Segment Open

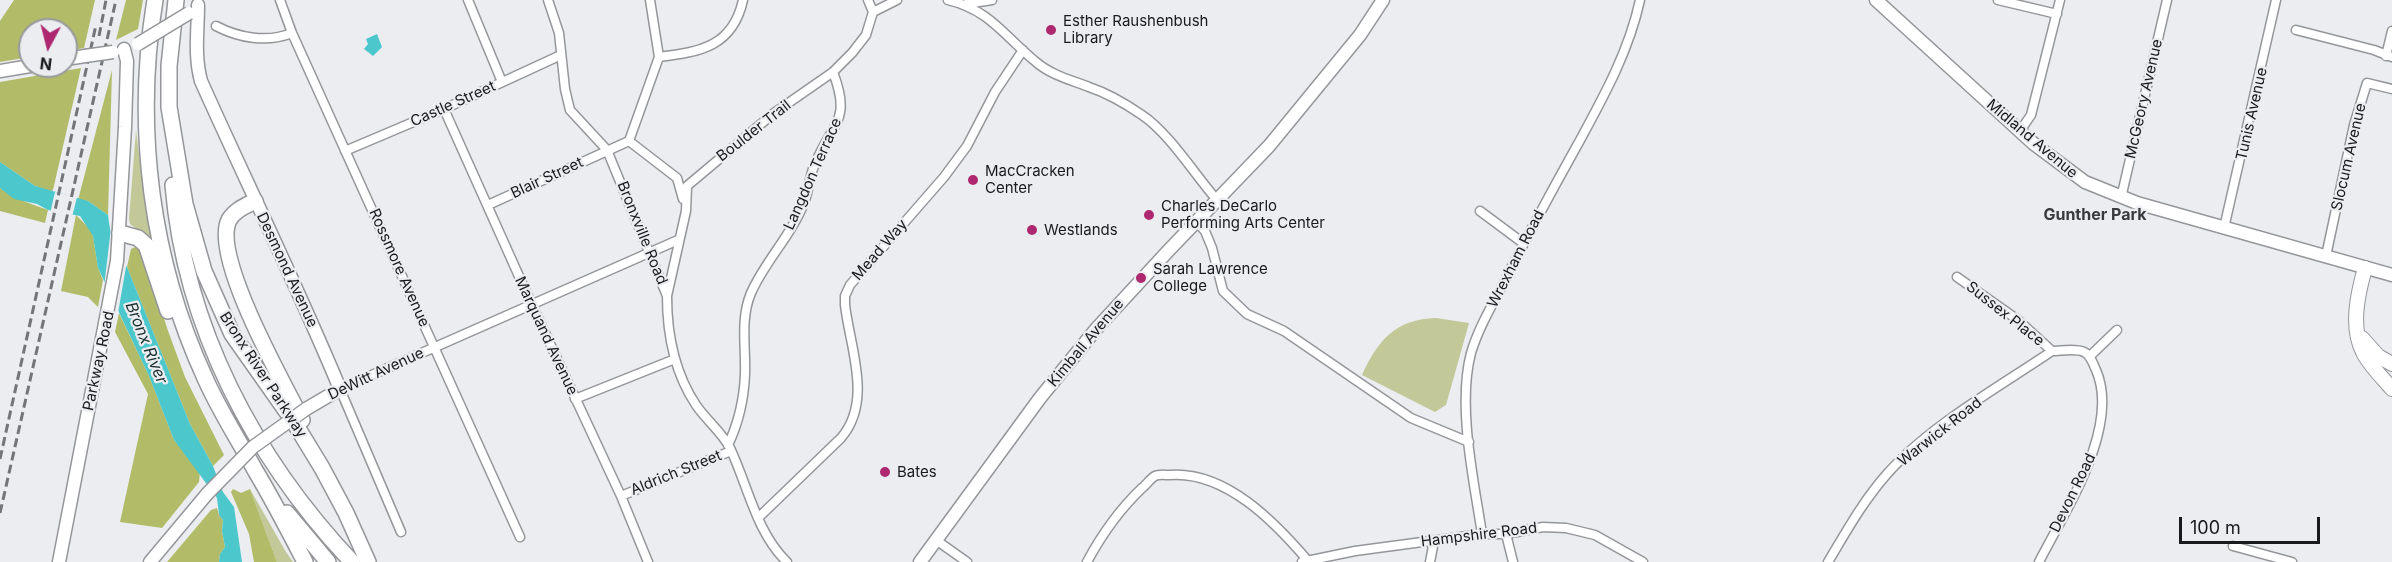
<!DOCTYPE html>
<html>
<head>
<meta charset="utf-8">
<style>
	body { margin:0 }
	#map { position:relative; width:2392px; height:562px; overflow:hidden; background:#ebedf1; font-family:Inter,sans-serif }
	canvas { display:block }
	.north { position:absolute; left:18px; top:18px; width:60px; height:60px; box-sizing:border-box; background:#ebedf1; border:2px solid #97999c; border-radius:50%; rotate:187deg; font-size:16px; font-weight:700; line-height:24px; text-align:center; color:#191a1c }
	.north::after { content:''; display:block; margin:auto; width:21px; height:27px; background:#ae286f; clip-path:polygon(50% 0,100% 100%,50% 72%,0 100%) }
	.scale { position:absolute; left:2179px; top:517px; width:141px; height:27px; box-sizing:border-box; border:3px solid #191a1c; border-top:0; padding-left:8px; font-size:18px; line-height:21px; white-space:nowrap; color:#191a1c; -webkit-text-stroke:4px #ebedf1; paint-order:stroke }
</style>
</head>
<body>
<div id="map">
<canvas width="2392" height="562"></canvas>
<div class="north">N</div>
<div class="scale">100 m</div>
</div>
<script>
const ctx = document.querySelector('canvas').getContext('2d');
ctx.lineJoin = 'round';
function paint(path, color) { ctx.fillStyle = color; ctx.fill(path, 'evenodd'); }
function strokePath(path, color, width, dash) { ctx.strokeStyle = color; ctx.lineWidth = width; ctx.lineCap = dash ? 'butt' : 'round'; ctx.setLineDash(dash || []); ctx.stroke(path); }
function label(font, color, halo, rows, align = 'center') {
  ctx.font = font + ' Inter,sans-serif'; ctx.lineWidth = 4.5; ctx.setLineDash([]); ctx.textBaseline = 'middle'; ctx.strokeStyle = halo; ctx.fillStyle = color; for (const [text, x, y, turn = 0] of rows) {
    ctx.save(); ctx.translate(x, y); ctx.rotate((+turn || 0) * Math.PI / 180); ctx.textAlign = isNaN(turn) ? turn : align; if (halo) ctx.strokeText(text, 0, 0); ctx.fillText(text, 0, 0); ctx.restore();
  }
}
const green = new Path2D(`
	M 136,130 L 146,209 L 155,255 L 142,233 L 130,224 L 129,219 Z
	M 1436,318 L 1469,323 L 1446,405 L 1435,412 L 1362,375 C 1378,340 1396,319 1436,318 Z
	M 250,489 L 286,552 L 293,562 L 277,562 Z`);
const forest = new Path2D(`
	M 14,0 L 95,0 L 84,48 L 66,51 L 66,30 L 30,30 L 30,57 L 0,62 L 0,21 Z
	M 126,0 L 143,0 L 138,29 L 116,40 Z
	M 81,68 L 53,190 L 51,192 L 35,186 L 0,162 L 0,82 Z
	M 112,70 L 108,215 L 88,201 L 78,200 Z
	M 0,188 C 15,199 31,204 48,210 L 45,223 L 0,211 Z
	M 76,215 L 89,228 L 93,236 L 98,268 L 103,280 L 98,307 L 88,297 L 61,291 Z
	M 135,247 L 143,252 L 167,328 L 185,377 L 224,455 L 213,466 L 190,424 L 127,267 L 131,249 Z
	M 119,313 L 149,376 L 174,440 L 200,472 L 199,482 L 162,528 L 120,522 L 148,394 L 115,332 Z
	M 233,489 L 241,493 L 250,489 L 277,562 L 254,562 L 249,534 L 231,492 Z
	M 217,508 L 219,515 L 223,520 L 222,531 L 225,547 L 220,554 L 219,562 L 167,562 L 211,510 Z`);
const water = new Path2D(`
	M 377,34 L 382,47 L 373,56 L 364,49 L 368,44 L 366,39 Z
	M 0,162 L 35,186 L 88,201 L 108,215 C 110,234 115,252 127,267 L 190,424 L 213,466 L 223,492 L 234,507 L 242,562 L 219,562 L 220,554 L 225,547 L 222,531 L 223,520 L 219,515 L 217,498 L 174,440 L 149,376 L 98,268 L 93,236 L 80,216 L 48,210 L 37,204 L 14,199 L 0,188 Z`);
const pier = new Path2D(`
	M 55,192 L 77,197 L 72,217 L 50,214 Z
	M 111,228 L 127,261 L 118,313 L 104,287 Z`);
const street = new Path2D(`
	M 280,0 L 292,33 L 520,537
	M 468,0 L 502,82
	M 548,0 L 559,33 L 565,89 L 570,110 L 607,150 L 667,296 C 667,335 674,372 696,405 C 706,420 722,432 730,448 C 748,486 756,532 787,562
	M 868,0 L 873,12
	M 948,0 C 990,10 1004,36 1036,62 C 1051,75 1071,80 1089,87 C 1107,93 1126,104 1142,115 C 1169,133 1195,175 1217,200
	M 1998,0 L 2057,14
	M 966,4 L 992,0
	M 216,26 C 239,38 267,43 292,33
	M 2296,30 L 2374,50 L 2392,57
	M 2386,56 L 2392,31
	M 659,57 C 701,52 733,46 743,0
	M 444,109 L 531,303 L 621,496 L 648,562
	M 2020,131 L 2031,115 L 2060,0
	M 629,141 L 659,57 L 650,0
	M 629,141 L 677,178 L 683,199
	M 345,151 L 444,109 L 561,55
	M 2121,198 L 2167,0
	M 488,205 L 629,141
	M 1480,211 L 1523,243
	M 1196,221 L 1205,231 L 1212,248 L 1223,291 L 1247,314 L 1284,331 L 1411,418 L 1469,442
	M 2224,228 L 2276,0
	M 2326,256 L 2354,125 L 2367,83 L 2392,89
	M 1957,277 L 2018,320 L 2052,351
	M 667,296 L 686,211 L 687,186 L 774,113 L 833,72 L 852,53 L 866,35 L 873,12 L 897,0
	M 2090,356 L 2117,330
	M 575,399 L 675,359
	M 728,445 C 739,422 744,399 745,374 C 746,347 740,319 751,293 C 765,261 791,236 804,203 C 809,191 809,176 815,164 C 832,122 852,122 833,72
	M 621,496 L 731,451
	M 758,518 L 841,438 C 873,401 850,348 845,305 L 845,296 L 850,285 L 944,177 L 967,146 L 995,92 L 1023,50
	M 401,532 L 340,389 L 678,240
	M 1482,534 C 1474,481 1457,406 1471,353 C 1478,329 1492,305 1504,283 C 1527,235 1553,189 1579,142 C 1604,96 1629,51 1640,0
	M 1506,534 L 1513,562
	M 936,540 L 967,562
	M 2233,546 L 2292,562
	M 1087,562 C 1102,534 1119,510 1142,488 C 1146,485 1151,478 1155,476 C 1159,474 1165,475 1169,475 C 1225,470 1275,522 1309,562
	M 1302,562 L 1355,551 L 1482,534 L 1506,534 L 1543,527 L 1566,528 L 1595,535 L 1643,562
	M 1430,562 L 1434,541
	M 1828,562 C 1846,532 1863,501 1887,474 C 1929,426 1999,387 2052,351
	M 2039,562 C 2065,511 2121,427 2096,370 C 2093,364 2091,355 2084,352 C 2076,348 2061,351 2052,351`);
const secondary = new Path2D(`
	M 1876,0 L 2034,144 L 2085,182 L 2137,203 L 2392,275
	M 198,5 C 198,31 194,55 201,81 C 247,184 297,285 340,389 L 306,409
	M 66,59 L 85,56
	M 0,71 L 30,66
	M 59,562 L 117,261 L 125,127 L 127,61 L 124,49
	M 150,562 L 207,494
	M 920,562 L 1040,398 L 1097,328 L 1169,250 L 1269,146 L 1360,35 L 1383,0`);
const primary = new Path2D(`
	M 2365,268 C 2358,293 2350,327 2363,352 C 2369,365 2382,377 2392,389
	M 2362,338 L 2378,356 L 2392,364`);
const highway = new Path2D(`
	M 155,0 C 134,127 151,261 205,378 C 219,410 238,439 255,470 C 273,500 289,531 305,562
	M 176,0 L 169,66 L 169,107 L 185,204 L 204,271 L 232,334 L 294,422 L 322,468 L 346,513 L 368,562
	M 173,185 C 185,328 254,458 352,562
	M 255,201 C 245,206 235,210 229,220 C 211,256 284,384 302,420
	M 120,233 L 138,238 L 146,245 L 168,311
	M 287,513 L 328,562`);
const rail = new Path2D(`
	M 99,36 L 106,0
	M 0,459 L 96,25
	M 0,513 L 116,0`);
const secondaryBridge = new Path2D(`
	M 138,44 L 189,13
	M 85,56 L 113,52
	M 207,494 L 253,447 L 306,409`);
const markers = [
	[1051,30,6,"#ae286f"],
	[973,180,6,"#ae286f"],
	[1149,215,6,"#ae286f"],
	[1032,230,6,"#ae286f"],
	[1141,278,6,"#ae286f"],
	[885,472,6,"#ae286f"]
];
const poiNames = [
	["Esther Raushenbush",1063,21],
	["Library",1063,38],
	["MacCracken",985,171],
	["Center",985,188],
	["Charles DeCarlo",1161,206],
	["Performing Arts Center",1161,223],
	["Westlands",1044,230],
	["Sarah Lawrence",1153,269],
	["College",1153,286],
	["Bates",897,472]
];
const streetNames = [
	["McGeory Avenue",2144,99,-77],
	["Castle Street",453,104,-24],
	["Tunis Avenue",2252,114,-77],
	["Boulder Trail",754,131,-38],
	["Midland Avenue",2032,139,40],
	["Slocum Avenue",2349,157,-77],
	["Langdon Terrace",813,174,-66],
	["Blair Street",547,178,-25],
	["Bronxville Road",642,233,68],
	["Mead Way",880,250,-49],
	["Wrexham Road",1516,259,-63],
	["Rossmore Avenue",399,268,66],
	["Desmond Avenue",287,270,65],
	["Sussex Place",2005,314,38],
	["Marquand Avenue",546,336,65],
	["Kimball Avenue",1086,343,-50],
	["Parkway Road",99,361,-78],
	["DeWitt Avenue",376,374,-25],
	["Bronx River Parkway",263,375,57],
	["Warwick Road",1940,432,-38],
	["Aldrich Street",676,473,-22],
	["Devon Road",2073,493,-64],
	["Hampshire Road",1479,535,-7]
];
const neighbourhoodNames = [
	["Gunther Park",2095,215]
];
const waterNames = [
	["Bronx River",146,343,68]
];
paint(green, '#c2c898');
paint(forest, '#b2bc68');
paint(water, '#4cc8cc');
paint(pier, '#ebedf1');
strokePath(street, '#94969a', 11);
strokePath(secondary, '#94969a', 15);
strokePath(primary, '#94969a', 16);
strokePath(highway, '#94969a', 18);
strokePath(street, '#fff', 8);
strokePath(secondary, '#fff', 12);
strokePath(primary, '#fff', 14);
strokePath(highway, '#fff', 15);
strokePath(rail, '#737578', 3, [9, 4.5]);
strokePath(secondaryBridge, '#94969a', 15, []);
strokePath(secondaryBridge, '#fff', 12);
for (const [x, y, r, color] of markers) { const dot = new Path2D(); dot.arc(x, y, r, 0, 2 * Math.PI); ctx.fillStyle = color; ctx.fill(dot); strokePath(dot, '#ebedf1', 2); }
label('15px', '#191a1c', '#ebedf1', poiNames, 'left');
label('15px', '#191a1c', '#ebedf1', streetNames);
label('bold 16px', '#383a3d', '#ebedf1', neighbourhoodNames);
label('italic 16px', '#1a3031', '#ebedf1', waterNames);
</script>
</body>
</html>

Segment Closed

» Problem to work on: Leave out the pictures and repeat exactly the lines from the first line of the data through the line containing "ctx.font = font". Add nothing else.

» Solved problem:
<!DOCTYPE html>
<html>
<head>
<meta charset="utf-8">
<style>
	body { margin:0 }
	#map { position:relative; width:2392px; height:562px; overflow:hidden; background:#ebedf1; font-family:Inter,sans-serif }
	canvas { display:block }
	.north { position:absolute; left:18px; top:18px; width:60px; height:60px; box-sizing:border-box; background:#ebedf1; border:2px solid #97999c; border-radius:50%; rotate:187deg; font-size:16px; font-weight:700; line-height:24px; text-align:center; color:#191a1c }
	.north::after { content:''; display:block; margin:auto; width:21px; height:27px; background:#ae286f; clip-path:polygon(50% 0,100% 100%,50% 72%,0 100%) }
	.scale { position:absolute; left:2179px; top:517px; width:141px; height:27px; box-sizing:border-box; border:3px solid #191a1c; border-top:0; padding-left:8px; font-size:18px; line-height:21px; white-space:nowrap; color:#191a1c; -webkit-text-stroke:4px #ebedf1; paint-order:stroke }
</style>
</head>
<body>
<div id="map">
<canvas width="2392" height="562"></canvas>
<div class="north">N</div>
<div class="scale">100 m</div>
</div>
<script>
const ctx = document.querySelector('canvas').getContext('2d');
ctx.lineJoin = 'round';
function paint(path, color) { ctx.fillStyle = color; ctx.fill(path, 'evenodd'); }
function strokePath(path, color, width, dash) { ctx.strokeStyle = color; ctx.lineWidth = width; ctx.lineCap = dash ? 'butt' : 'round'; ctx.setLineDash(dash || []); ctx.stroke(path); }
function label(font, color, halo, rows, align = 'center') {
  ctx.font = font + ' Inter,sans-serif'; ctx.lineWidth = 4.5; ctx.setLineDash([]); ctx.textBaseline = 'middle'; ctx.strokeStyle = halo; ctx.fillStyle = color; for (const [text, x, y, turn = 0] of rows) {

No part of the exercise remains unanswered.